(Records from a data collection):
════

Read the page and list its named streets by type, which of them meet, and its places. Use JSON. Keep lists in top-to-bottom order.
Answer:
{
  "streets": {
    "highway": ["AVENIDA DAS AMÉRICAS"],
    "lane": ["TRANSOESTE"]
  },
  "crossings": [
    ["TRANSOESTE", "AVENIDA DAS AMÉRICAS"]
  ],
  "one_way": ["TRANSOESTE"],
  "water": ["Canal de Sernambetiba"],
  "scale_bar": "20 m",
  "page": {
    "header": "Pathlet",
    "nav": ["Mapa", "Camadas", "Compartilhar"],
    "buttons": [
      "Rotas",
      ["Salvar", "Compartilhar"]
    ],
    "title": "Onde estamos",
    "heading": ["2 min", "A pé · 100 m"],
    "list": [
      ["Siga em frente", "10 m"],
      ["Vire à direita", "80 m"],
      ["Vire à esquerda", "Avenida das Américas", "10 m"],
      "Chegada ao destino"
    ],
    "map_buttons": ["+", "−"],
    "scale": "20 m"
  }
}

════

(Problem statement): The records are to be duplicated in full, with every word kept exactly.

(Response below):
Read the page and list its named streets by type, which of them meet, and its places. Use JSON. Keep lists in top-to-bottom order.
Answer:
{
  "streets": {
    "highway": ["AVENIDA DAS AMÉRICAS"],
    "lane": ["TRANSOESTE"]
  },
  "crossings": [
    ["TRANSOESTE", "AVENIDA DAS AMÉRICAS"]
  ],
  "one_way": ["TRANSOESTE"],
  "water": ["Canal de Sernambetiba"],
  "scale_bar": "20 m",
  "page": {
    "header": "Pathlet",
    "nav": ["Mapa", "Camadas", "Compartilhar"],
    "buttons": [
      "Rotas",
      ["Salvar", "Compartilhar"]
    ],
    "title": "Onde estamos",
    "heading": ["2 min", "A pé · 100 m"],
    "list": [
      ["Siga em frente", "10 m"],
      ["Vire à direita", "80 m"],
      ["Vire à esquerda", "Avenida das Américas", "10 m"],
      "Chegada ao destino"
    ],
    "map_buttons": ["+", "−"],
    "scale": "20 m"
  }
}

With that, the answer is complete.